BlueToTheBone, Sun, SGI and the SPECjbb2005 benchmark

There is a nice example for my point, that BlueToTheBone tries to downplay everything coming Sun, even when doing so makes a complete fool out of him.

Blinded by huge numbers

This time he used a newly published benchmark from SGI in “SGI’s Itanium super smokes Java test”. They used SPECjbb2005 to show the capabilities of their Altix 4700. 9.6 Million BOP/s</a> is really an impressive number. BlueToTheBone tries to use this benchmark to tell you, that this system smoked the benchmark and thus try to downplay the recently announced SPECjbb result of the 1.6 GHz T2+ T5440. But did the SGI system really smoke this benchmark or was BlueToTheBone just blinded by the huge numbers?

Some basic math

What he forgets to correlate is the numbers of cores with the performance. Let’s dig into the numbers. The Altix 4700 yielded 9611262 BOP/s, the T5440 was able to yield 841380 BOP/s. Okay, the Altix 4700 configuration was a 128 blade configuration, with 256 processors with 512 cores. 9611262/512 is 18771 BOPS per core. The T5440 has 4 procs with 8 cores each, thus 32 cores.
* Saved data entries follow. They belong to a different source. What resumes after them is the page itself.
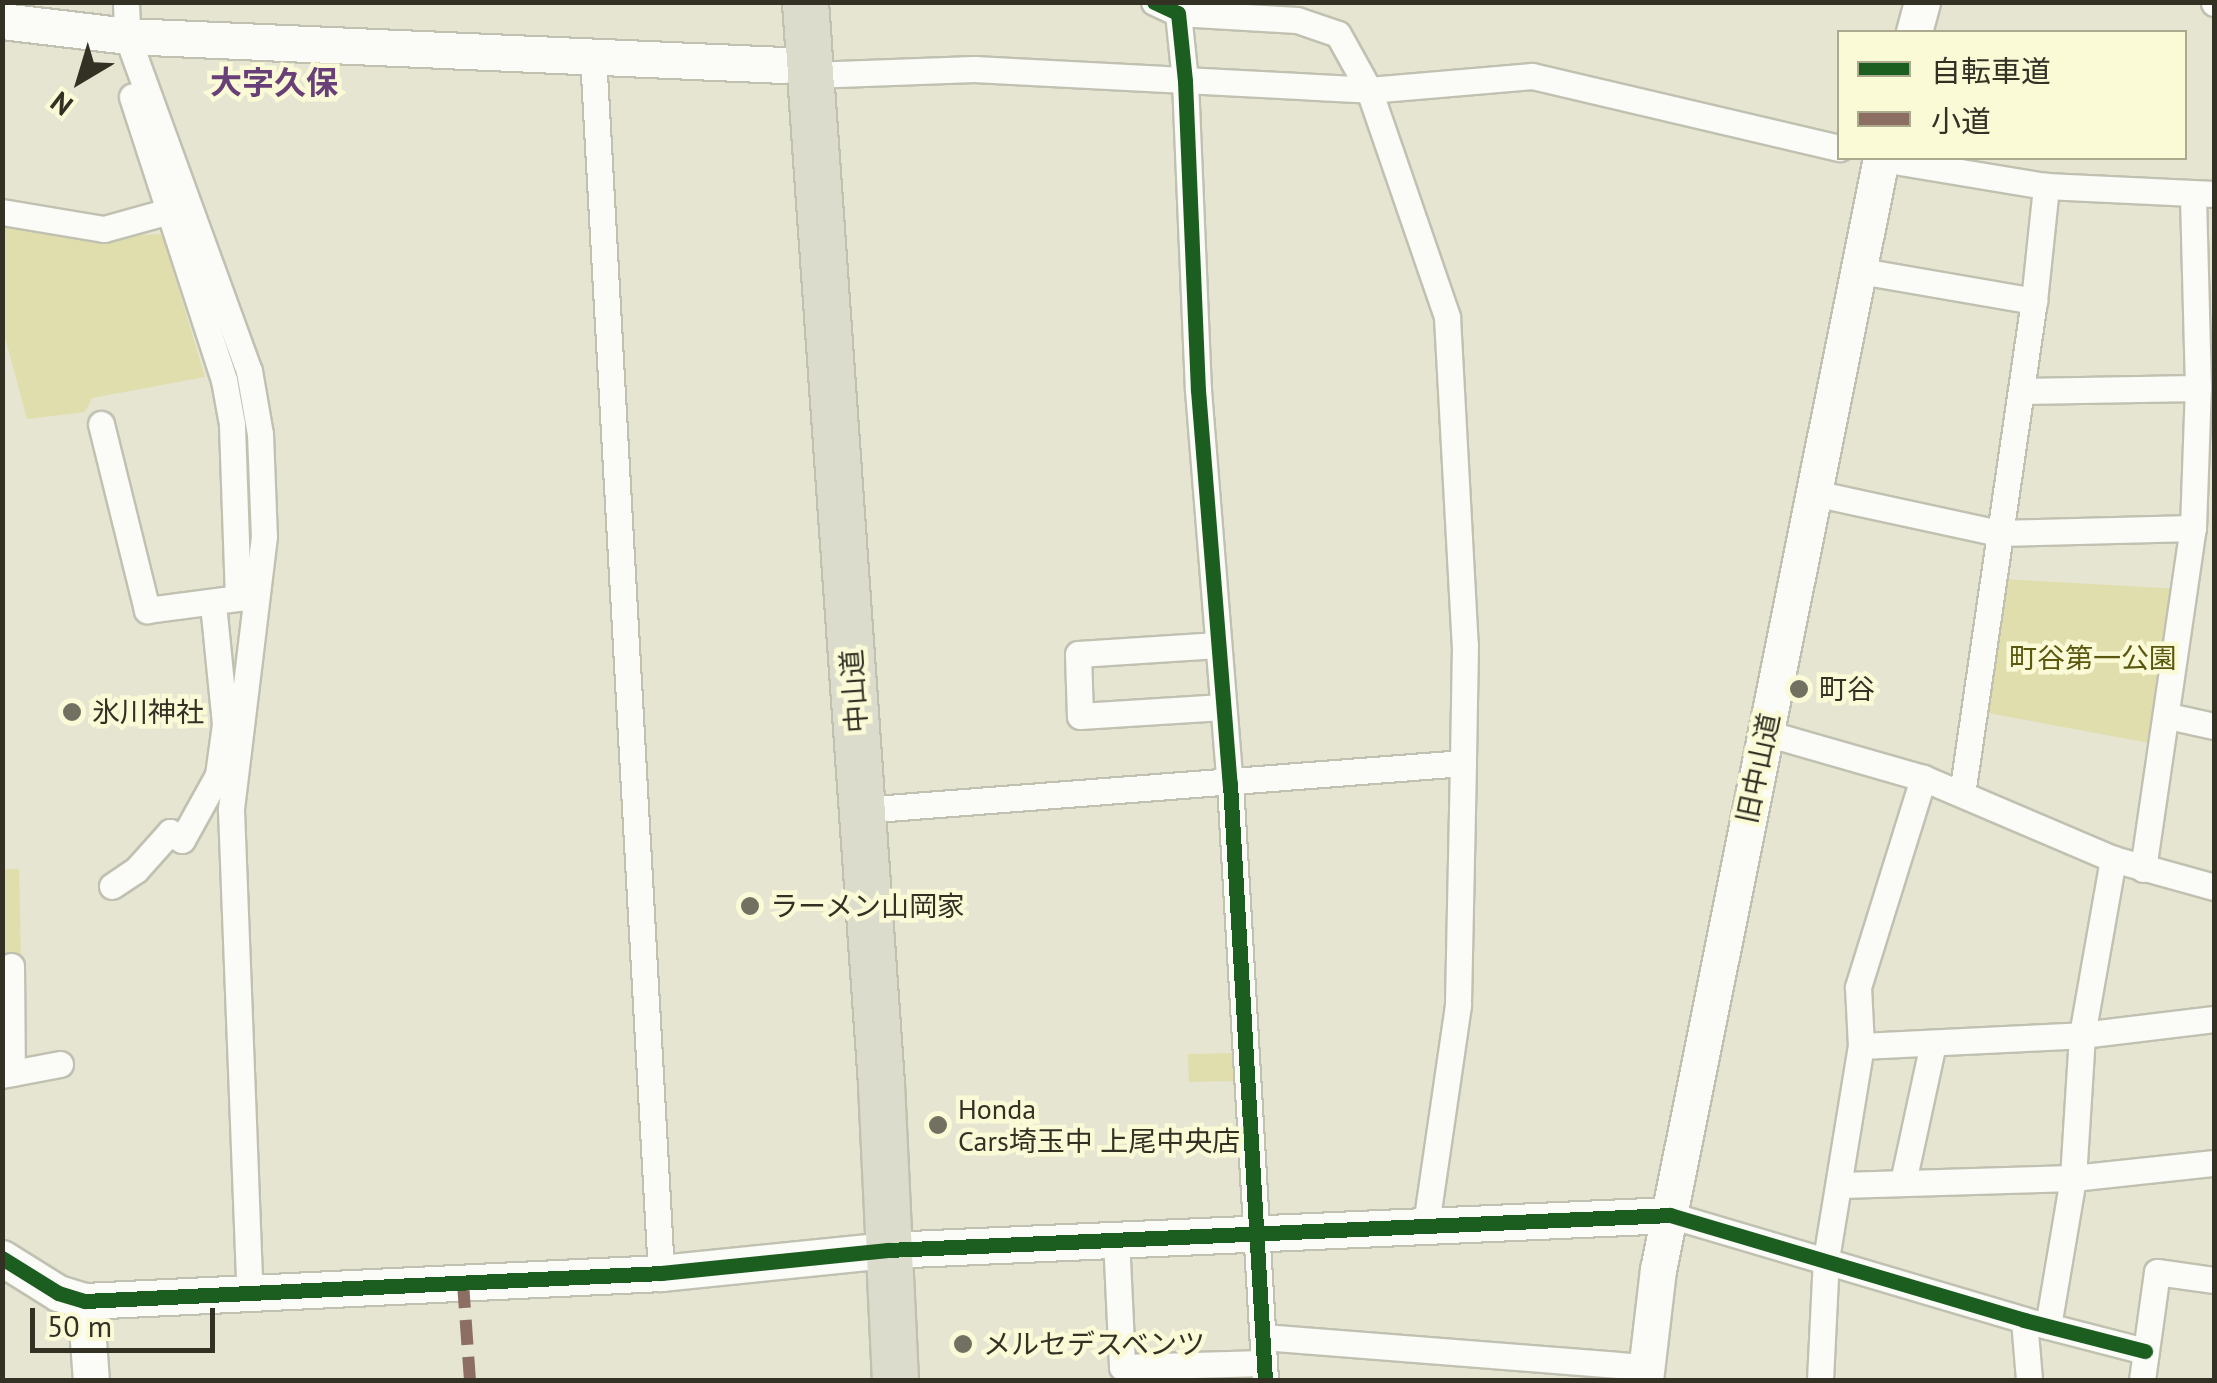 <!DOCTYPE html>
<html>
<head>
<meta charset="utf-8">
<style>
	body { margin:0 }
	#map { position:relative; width:2217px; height:1383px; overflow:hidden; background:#e5e5d2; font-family:"PT Sans","Noto Sans JP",sans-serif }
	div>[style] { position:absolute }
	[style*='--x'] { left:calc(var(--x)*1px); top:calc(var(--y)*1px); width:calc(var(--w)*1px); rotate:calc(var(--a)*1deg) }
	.green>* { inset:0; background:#e0dead }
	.roads { filter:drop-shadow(2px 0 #c1c1b2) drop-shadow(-2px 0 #c1c1b2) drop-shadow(0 2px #c1c1b2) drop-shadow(0 -2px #c1c1b2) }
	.street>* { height:25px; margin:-12.5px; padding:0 12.5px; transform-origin:12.5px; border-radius:12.5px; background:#fbfbf8 }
	.secondary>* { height:35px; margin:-17.5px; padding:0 17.5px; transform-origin:17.5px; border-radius:17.5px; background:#fbfbf8 }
	.highway>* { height:45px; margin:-22.5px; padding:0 22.5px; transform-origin:22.5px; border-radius:22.5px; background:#dcdccc }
	.quiet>* { height:12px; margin-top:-6px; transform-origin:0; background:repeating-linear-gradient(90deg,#8d6e63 0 25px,transparent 0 37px) }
	.cycleway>* { height:15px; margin:-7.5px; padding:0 7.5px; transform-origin:7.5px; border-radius:7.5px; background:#1b5e20 }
	.dots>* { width:28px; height:28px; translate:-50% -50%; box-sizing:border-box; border:5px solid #fbfad7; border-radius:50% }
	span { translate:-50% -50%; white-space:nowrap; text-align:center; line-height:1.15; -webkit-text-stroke:9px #fbfad7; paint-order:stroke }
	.park-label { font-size:28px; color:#5a570e }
	.poi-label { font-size:28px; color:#323124 }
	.left { translate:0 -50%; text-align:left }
	.street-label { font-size:28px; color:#323124 }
	.quarter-label { font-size:32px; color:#683f77; font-weight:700 }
	.frame { position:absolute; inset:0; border:5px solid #323124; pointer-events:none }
	.legend { position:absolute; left:1837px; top:30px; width:350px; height:130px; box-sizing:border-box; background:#fbfad7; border:2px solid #abaa8f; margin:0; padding:12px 18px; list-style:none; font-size:30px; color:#323124 }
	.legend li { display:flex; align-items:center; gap:20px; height:50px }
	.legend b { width:50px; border:2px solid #abaa8f }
	.north { position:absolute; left:30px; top:30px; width:100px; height:100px; -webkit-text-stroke:8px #fbfad7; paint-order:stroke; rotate:218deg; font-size:28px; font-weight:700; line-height:40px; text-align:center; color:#323124 }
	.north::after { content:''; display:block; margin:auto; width:35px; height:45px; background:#323124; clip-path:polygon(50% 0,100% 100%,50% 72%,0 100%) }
	.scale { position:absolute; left:30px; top:1308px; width:185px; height:45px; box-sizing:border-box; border:5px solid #323124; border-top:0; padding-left:12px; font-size:30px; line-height:35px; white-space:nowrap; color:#323124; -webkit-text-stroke:8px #fbfad7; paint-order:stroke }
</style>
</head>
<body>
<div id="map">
	<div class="green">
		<i style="clip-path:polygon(3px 221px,111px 237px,162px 234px,205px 377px,92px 398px,85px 412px,27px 419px,3px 330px)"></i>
		<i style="clip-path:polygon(2002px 579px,2182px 589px,2160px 745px,1988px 713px)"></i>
		<i style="clip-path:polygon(3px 869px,19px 869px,21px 959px,3px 958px)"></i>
		<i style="clip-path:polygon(1235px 1053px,1237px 1081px,1189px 1082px,1188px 1054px)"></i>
	</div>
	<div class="roads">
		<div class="street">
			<i style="--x:126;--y:2;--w:34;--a:88"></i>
			<i style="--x:127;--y:36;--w:357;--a:70"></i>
			<i style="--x:249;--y:371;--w:64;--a:80.1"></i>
			<i style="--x:260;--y:434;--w:102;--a:87.8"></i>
			<i style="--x:264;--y:536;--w:276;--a:96.9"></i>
			<i style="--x:231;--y:810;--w:484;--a:87.8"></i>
			<i style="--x:1154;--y:2;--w:26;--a:25"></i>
			<i style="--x:1178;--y:13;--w:68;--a:84.1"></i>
			<i style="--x:1185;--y:81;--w:309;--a:87.6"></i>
			<i style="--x:1198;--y:390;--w:395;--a:85.4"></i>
			<i style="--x:1230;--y:784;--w:597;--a:86.64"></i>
			<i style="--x:2214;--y:2;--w:1;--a:90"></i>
			<i style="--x:1178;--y:13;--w:119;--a:3.4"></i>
			<i style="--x:1297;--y:20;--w:43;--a:18.9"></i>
			<i style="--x:1338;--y:34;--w:64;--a:61"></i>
			<i style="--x:1369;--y:90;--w:240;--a:71"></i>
			<i style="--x:1447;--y:317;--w:328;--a:86.9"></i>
			<i style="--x:1465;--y:645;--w:118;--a:91"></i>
			<i style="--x:1463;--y:763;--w:242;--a:91.2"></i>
			<i style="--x:1458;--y:1005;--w:221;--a:98.3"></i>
			<i style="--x:593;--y:56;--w:1219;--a:86.8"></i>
			<i style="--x:810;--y:75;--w:164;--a:-2.1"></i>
			<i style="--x:974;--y:69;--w:396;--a:3"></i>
			<i style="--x:1369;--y:90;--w:164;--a:-4.9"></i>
			<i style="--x:1532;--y:76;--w:316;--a:13.2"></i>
			<i style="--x:1876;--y:158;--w:172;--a:9.4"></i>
			<i style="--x:2046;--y:186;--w:168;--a:2.7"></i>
			<i style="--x:2;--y:212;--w:103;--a:9.5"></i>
			<i style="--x:104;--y:229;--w:67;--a:-15.5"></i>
			<i style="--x:1855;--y:270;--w:182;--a:9.8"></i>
			<i style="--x:2021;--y:391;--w:177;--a:-1"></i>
			<i style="--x:101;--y:424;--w:192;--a:76.1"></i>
			<i style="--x:147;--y:610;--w:92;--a:-7.5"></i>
			<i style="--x:238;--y:598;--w:174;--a:-92"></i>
			<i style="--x:232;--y:424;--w:45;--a:-100.3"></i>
			<i style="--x:224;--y:380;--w:298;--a:-108"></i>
			<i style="--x:1814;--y:493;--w:189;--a:12.2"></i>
			<i style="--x:1999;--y:533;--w:194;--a:-1.5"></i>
			<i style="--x:1218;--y:645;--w:140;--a:176.3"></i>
			<i style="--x:1078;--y:654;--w:62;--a:88.2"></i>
			<i style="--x:1080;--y:716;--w:143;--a:-3.6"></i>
			<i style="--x:2168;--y:716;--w:47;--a:12.3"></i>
			<i style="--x:1766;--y:733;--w:163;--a:16"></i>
			<i style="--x:1923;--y:778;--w:207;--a:23.1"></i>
			<i style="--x:2113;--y:859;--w:105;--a:15.5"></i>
			<i style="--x:1962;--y:794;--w:498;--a:-81.7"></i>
			<i style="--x:2034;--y:301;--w:116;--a:-84"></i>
			<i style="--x:862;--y:810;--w:603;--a:-4.47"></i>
			<i style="--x:2143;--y:869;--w:345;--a:-81.7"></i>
			<i style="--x:2193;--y:528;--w:140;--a:-88"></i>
			<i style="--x:2198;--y:388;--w:194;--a:-91.5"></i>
			<i style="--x:112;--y:886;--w:29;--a:-34"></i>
			<i style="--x:136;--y:870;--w:51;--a:-48.2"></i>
			<i style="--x:170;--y:832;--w:14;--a:34"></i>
			<i style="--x:182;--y:840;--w:74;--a:-61"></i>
			<i style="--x:218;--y:775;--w:51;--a:-82.2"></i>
			<i style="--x:225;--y:724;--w:121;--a:-95.7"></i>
			<i style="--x:11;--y:966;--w:107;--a:89.5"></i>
			<i style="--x:1861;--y:1046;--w:221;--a:-2.8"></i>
			<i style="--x:2082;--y:1035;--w:133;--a:-6.9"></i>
			<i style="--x:2;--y:1075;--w:59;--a:-10.7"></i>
			<i style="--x:1903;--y:1182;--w:142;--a:-77.8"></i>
			<i style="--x:1841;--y:1185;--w:232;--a:-1.7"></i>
			<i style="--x:2073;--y:1178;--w:142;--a:-6.1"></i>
			<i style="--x:1670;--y:1215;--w:369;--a:16.5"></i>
			<i style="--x:2024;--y:1320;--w:125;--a:14.4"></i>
			<i style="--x:1116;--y:1238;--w:129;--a:87.3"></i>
			<i style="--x:1122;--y:1367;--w:142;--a:-1.6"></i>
			<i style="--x:2024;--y:1320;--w:60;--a:85.2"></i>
			<i style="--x:2048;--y:1326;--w:150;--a:-80.4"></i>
			<i style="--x:2073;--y:1178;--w:143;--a:-86.4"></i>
			<i style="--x:2082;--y:1035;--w:179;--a:-80"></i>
			<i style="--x:1263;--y:1337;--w:385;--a:4.5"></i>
			<i style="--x:1820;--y:1380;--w:121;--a:-87.2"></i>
			<i style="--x:1826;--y:1259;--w:216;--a:-80.7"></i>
			<i style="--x:1861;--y:1046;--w:59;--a:-92.9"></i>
			<i style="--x:1858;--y:987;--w:219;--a:-72.7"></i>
			<i style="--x:2142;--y:1380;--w:109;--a:-82.1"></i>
			<i style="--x:2157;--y:1272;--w:58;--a:8"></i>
		</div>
		<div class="secondary">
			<i style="--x:2;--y:21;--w:126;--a:6.8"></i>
			<i style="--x:127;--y:36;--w:657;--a:2.53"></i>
			<i style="--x:1914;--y:32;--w:31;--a:-75"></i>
			<i style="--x:2;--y:1258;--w:66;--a:32"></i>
			<i style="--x:58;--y:1293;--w:28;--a:17"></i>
			<i style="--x:85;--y:1301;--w:577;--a:-2.78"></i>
			<i style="--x:661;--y:1273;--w:228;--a:-5.8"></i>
			<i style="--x:888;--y:1250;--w:783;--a:-2.56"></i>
			<i style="--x:85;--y:1301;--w:79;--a:85.7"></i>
			<i style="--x:1645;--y:1380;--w:111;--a:-83.3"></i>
			<i style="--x:1658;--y:1270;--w:1134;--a:-78.66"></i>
		</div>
		<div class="highway">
			<i style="--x:805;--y:2;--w:1085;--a:85.98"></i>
			<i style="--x:881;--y:1084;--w:296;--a:87.3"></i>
		</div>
	</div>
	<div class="quiet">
		<i style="--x:463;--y:1283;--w:97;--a:85.9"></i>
	</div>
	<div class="cycleway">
		<i style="--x:1154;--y:2;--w:26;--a:25"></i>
		<i style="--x:1178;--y:13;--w:68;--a:84.1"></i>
		<i style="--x:1185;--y:81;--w:309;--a:87.6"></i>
		<i style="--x:1198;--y:390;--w:395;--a:85.4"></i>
		<i style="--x:1230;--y:784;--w:597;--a:86.64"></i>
		<i style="--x:2;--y:1258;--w:66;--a:32"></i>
		<i style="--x:58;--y:1293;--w:28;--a:17"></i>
		<i style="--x:85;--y:1301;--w:577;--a:-2.78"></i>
		<i style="--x:661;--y:1273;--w:228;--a:-5.8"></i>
		<i style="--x:888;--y:1250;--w:783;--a:-2.56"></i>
		<i style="--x:1670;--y:1215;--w:369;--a:16.5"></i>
		<i style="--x:2024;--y:1320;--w:125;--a:14.4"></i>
	</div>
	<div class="dots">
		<i style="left:1799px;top:689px;background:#717061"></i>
		<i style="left:72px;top:712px;background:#717061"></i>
		<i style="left:750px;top:906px;background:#717061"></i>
		<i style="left:938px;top:1125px;background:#717061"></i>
		<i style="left:963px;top:1344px;background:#717061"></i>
	</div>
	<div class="park-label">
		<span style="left:2093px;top:658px">町谷第一公園</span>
	</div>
	<div class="poi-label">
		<span class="left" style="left:1819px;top:689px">町谷</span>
		<span class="left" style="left:92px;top:712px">氷川神社</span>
		<span class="left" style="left:770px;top:906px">ラーメン山岡家</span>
		<span class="left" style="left:958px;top:1125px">Honda<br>Cars埼玉中 上尾中央店</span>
		<span class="left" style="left:983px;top:1344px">メルセデスベンツ</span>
	</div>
	<div class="street-label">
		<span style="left:854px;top:691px;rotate:-94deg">中山道</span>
		<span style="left:1758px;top:768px;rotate:-78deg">旧中山道</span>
	</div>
	<div class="quarter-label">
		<span style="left:274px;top:82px">大字久保</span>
	</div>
	<div class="frame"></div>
	<ul class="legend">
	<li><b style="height:12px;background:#1b5e20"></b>自転車道</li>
	<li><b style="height:12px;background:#8d6e63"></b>小道</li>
	</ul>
	<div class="north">N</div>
	<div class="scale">50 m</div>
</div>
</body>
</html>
So this result in a performance of 26293 per core.

Embarrassingly parallel

I’ve read in the comments section: “But it’s a nice example that the SGI System can scale to such large configurations”. At first: Having a large number processors within a single OS image and scaling over that number of processors are two seperate questions. SPECjbb2005 isn’t really a good test to show the scalability of large shared memory systems. You have to take into consideration, that SPECjbb2005 (configured with multiple JVMs) is one of the problems of the “embarrassingly parallel” class. You can scale it by running multiple copies. At the end they configured 128 JVMs. That’s strange, exactly the number of blades. Thus given a resonable well working memory affinity logic (the reason why you need the ProPack in addition to the Linux on the system) the application didn’t have to use the NUMAlink between the blades. The JVMs are working independent from each other, so no communication between the the nodes, too. So the SPECjbb2005 benchmark on an Altix 4700 is not much more than throwing a cluster at a problem it’s best at. Okay, you have one advantage … only one OS image. But don’t look at the price tag for this advantage ;)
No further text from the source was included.